Writing Their Own Stories

by Lisa Birman

Low-residency students often talk about staying local as a major factor in deciding how to pursue their studies. Creative Writing MFA candidates Sun Yung Shin and Jackie Henrion both remain deeply engaged in their local communities while working on graduate degrees at Naropa.

Korean American writer and educator Sun Yung says she’s always wanted to pursue an MFA, but the timing just wasn’t right until now. Sun Yung teaches full time at Perpich Center for Arts Education, is an adjunct faculty member at Hamline University, and works with the Minnesota Humanities Center on projects involving professional development for educators. This summer, as well as attending her residency at the Summer Writing Program, she served as the Gale Public Engagement Fellow at the Minneapolis Institute of Art. That’s enough to keep most people busy, but only a fraction of Sun Yung’s work. “As a writer of color,” she notes, “I have to do everything because I and my work are not as legible to a wide readership.” 

Sun Yung is deeply committed to promoting the voices of writers of color. In 2006, she co-edited Outsiders Within: Writing on Transracial Adoption. Last year, she edited the collection A Good Time for the Truth: Race in Minnesota, an anthology of essays by sixteen indigenous writers and writers of color writing about racism in Minnesota. “After the wave of extrajudicial police murders of Black men and women, I felt I had to do something more to advance the work of racial justice in the state by bringing more voices into the mix and to a broader audience,” she explains.

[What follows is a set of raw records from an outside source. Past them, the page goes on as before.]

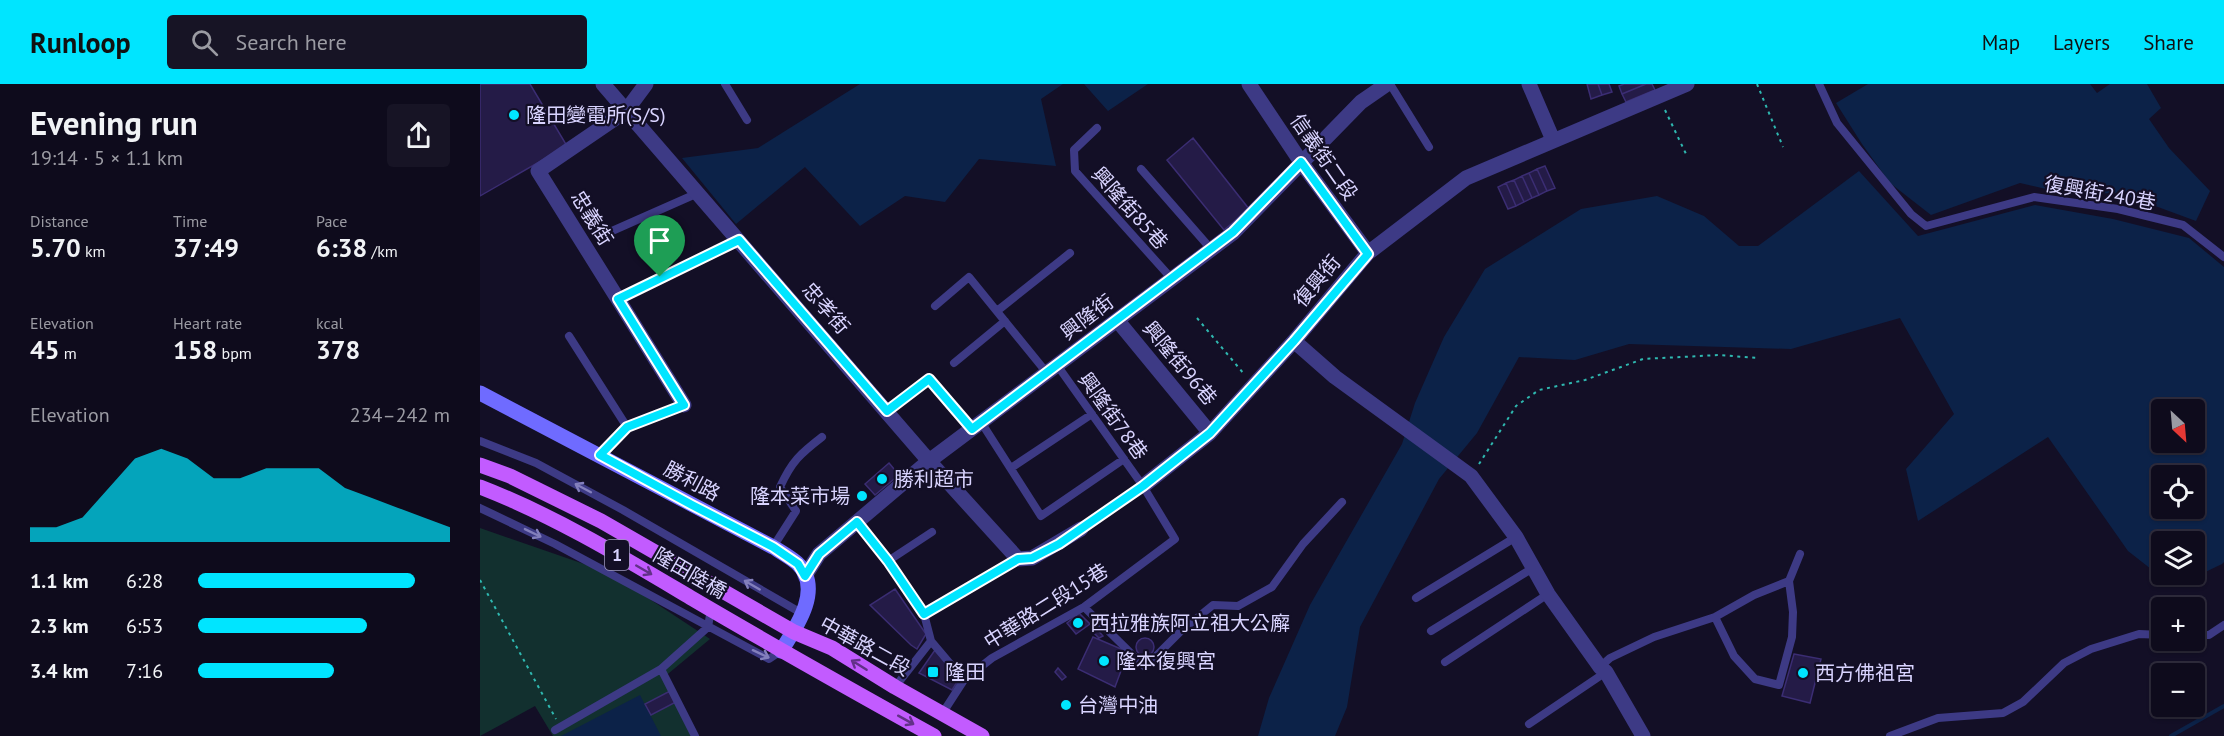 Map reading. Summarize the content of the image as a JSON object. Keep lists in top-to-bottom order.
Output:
{
  "streets": {
    "main road": [
      "勝利路",
      "1",
      "隆田陸橋",
      "中華路二段"
    ],
    "street": [
      "信義街二段",
      "忠義街",
      "復興街",
      "忠孝街",
      "興隆街",
      "興隆街96巷"
    ],
    "lane": [
      "復興街240巷",
      "興隆街85巷",
      "興隆街78巷",
      "中華路二段15巷"
    ]
  },
  "crossings": [
    ["信義街二段", "復興街"],
    ["信義街二段", "興隆街"],
    ["興隆街85巷", "興隆街"],
    ["忠義街", "忠孝街"],
    ["復興街", "忠孝街"],
    ["復興街", "興隆街96巷"],
    ["復興街", "興隆街78巷"],
    ["忠孝街", "興隆街"],
    ["興隆街", "興隆街96巷"],
    ["興隆街", "興隆街78巷"],
    ["興隆街", "勝利路"],
    ["興隆街78巷", "中華路二段15巷"],
    ["1", "隆田陸橋"],
    ["隆田陸橋", "中華路二段"],
    ["中華路二段15巷", "中華路二段"]
  ],
  "places": {
    "other": [
      "隆田變電所(S/S)",
      "勝利超市",
      "隆本菜市場",
      "西拉雅族阿立祖大公廨",
      "隆本復興宮",
      "西方佛祖宮",
      "台灣中油"
    ],
    "transit": ["隆田"]
  },
  "north": "bottom right",
  "page": {
    "header": "Runloop",
    "search": "Search here",
    "nav": ["Map", "Layers", "Share"],
    "heading": ["Evening run", "19:14 · 5 × 1.1 km"],
    "stats": [
      ["Distance", "5.70 km"],
      ["Time", "37:49"],
      ["Pace", "6:38 /km"],
      ["Elevation", "45 m"],
      ["Heart rate", "158 bpm"],
      ["kcal", "378"]
    ],
    "chart": ["Elevation", "234–242 m"],
    "map_buttons": ["+", "−"],
    "list": [
      {
        "name": "1.1 km",
        "note": "6:28"
      },
      {
        "name": "2.3 km",
        "note": "6:53"
      },
      {
        "name": "3.4 km",
        "note": "7:16"
      }
    ]
  }
} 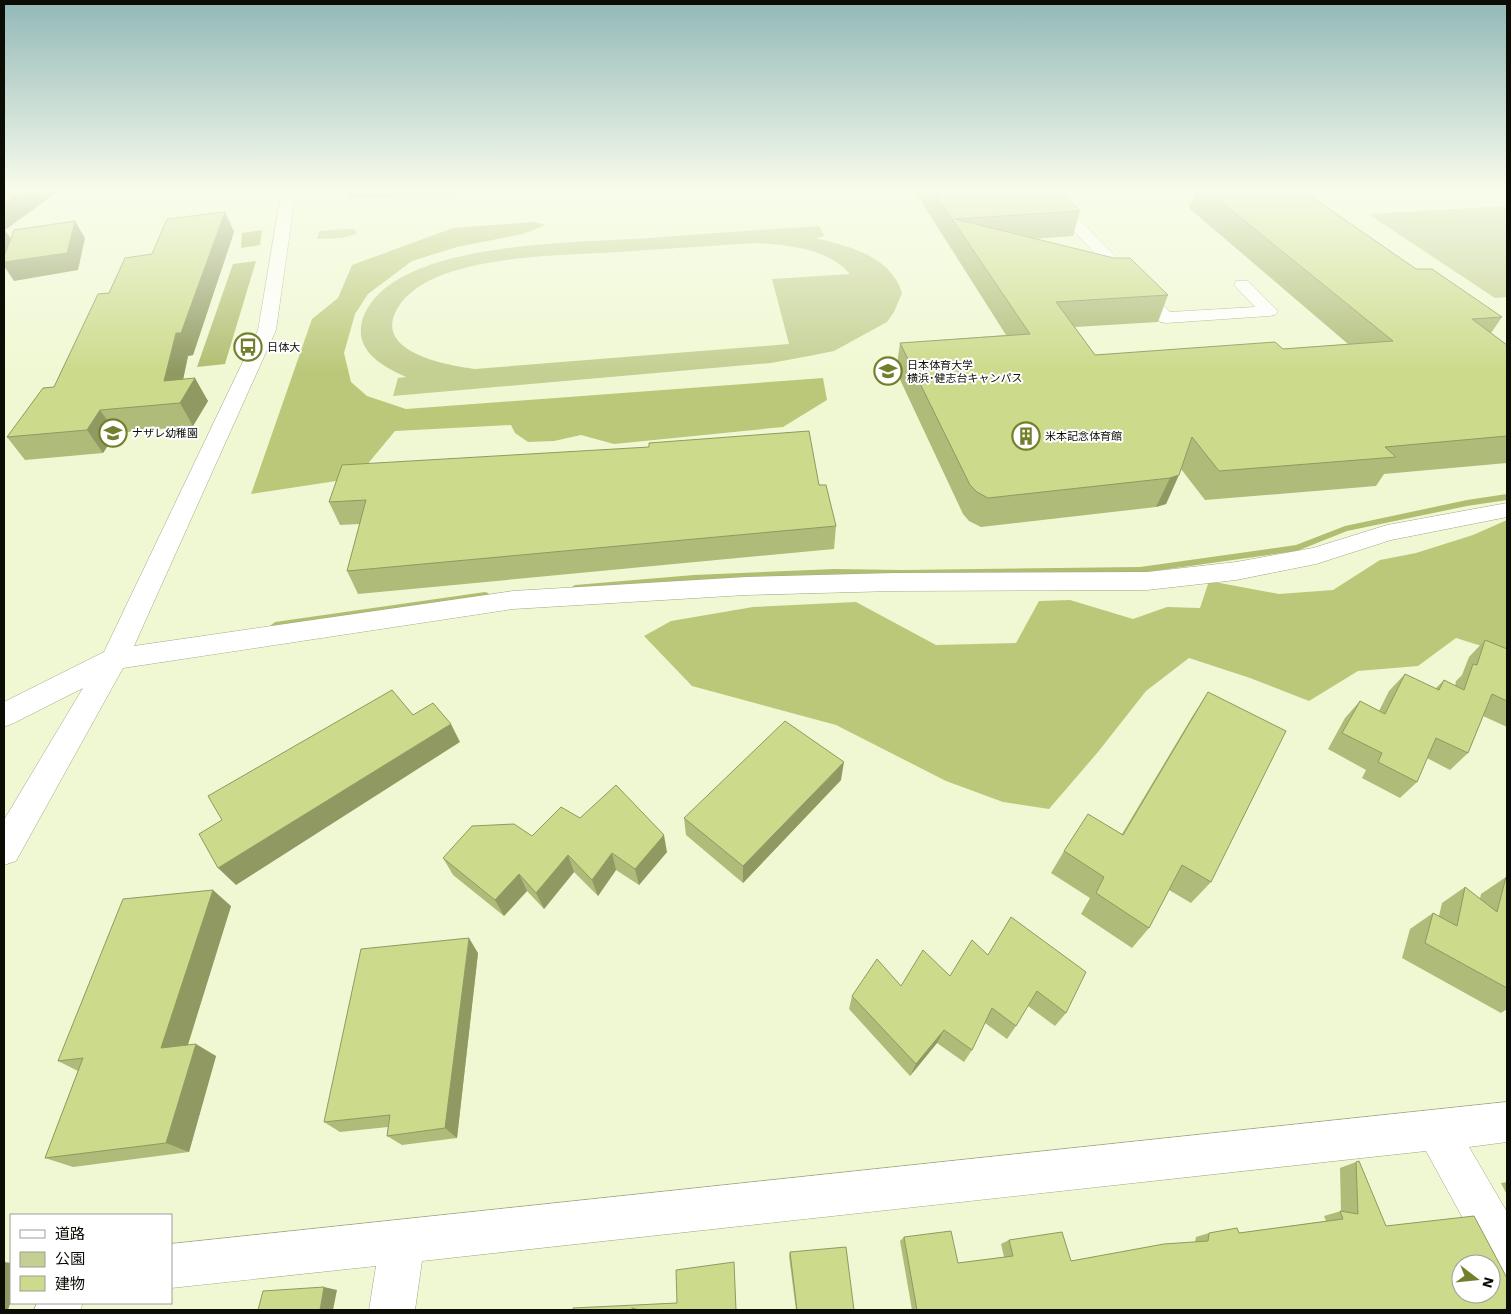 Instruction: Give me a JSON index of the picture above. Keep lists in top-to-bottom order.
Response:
{
  "places": {
    "bus stop": ["日体大"],
    "school or university": ["日本体育大学 横浜･健志台キャンパス", "ナザレ幼稚園"],
    "building": ["米本記念体育館"]
  },
  "legend": ["道路", "公園", "建物"],
  "north": "right"
} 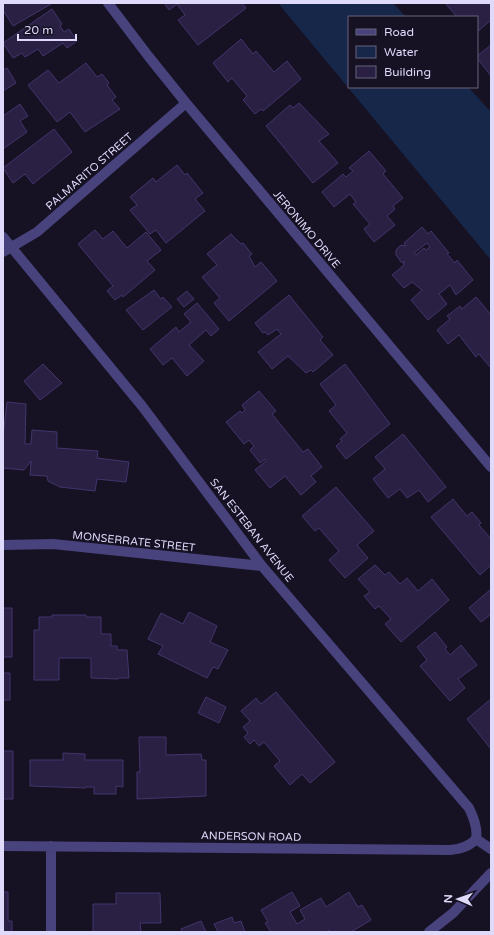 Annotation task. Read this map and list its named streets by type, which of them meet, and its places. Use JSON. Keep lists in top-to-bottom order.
{
  "streets": {
    "street": [
      "PALMARITO STREET",
      "JERONIMO DRIVE",
      "SAN ESTEBAN AVENUE",
      "MONSERRATE STREET",
      "ANDERSON ROAD"
    ]
  },
  "crossings": [
    ["PALMARITO STREET", "JERONIMO DRIVE"],
    ["PALMARITO STREET", "SAN ESTEBAN AVENUE"],
    ["SAN ESTEBAN AVENUE", "MONSERRATE STREET"],
    ["SAN ESTEBAN AVENUE", "ANDERSON ROAD"]
  ],
  "legend": ["Road", "Water", "Building"],
  "scale_bar": "20 m",
  "north": "left"
}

Her third book of poetry, Unbearable Splendor, winner of the 2016 Minnesota Book Award for poetry, was published by Coffee House Press last year. “Unbearable Splendor is a book that for me was an attempt to explore a few themes—the politics of hospitality being the first. At first I wanted to rewrite The Odyssey. As I re-read it, the Robert Fagles translation, I realized how repetitive it was, which isn’t a bad thing for an epic! What struck me at the time as most interesting was actually how hospitality recurs as Odysseus has to rely on the hospitality of strangers so often. He is repeatedly addressed as ‘Dear, stranger.’ That led me to reading about the figure of the foreigner in Julia Kristeva’s work, and so on. All the influences of the book are present in the epigraphs throughout the text, so I think of the book as a conversation with these various ideas.”

Jackie Henrion’s path towards an MFA was quite different. After retiring as a purchasing executive in 1995, she embarked on a singer-songwriter career. Having grown up in Greenwich Village in the golden age of the folk revival, Jackie felt right at home gigging and producing her own work. In 1998, she released her first self-published album of original songs, followed by Mama Loose in 2008.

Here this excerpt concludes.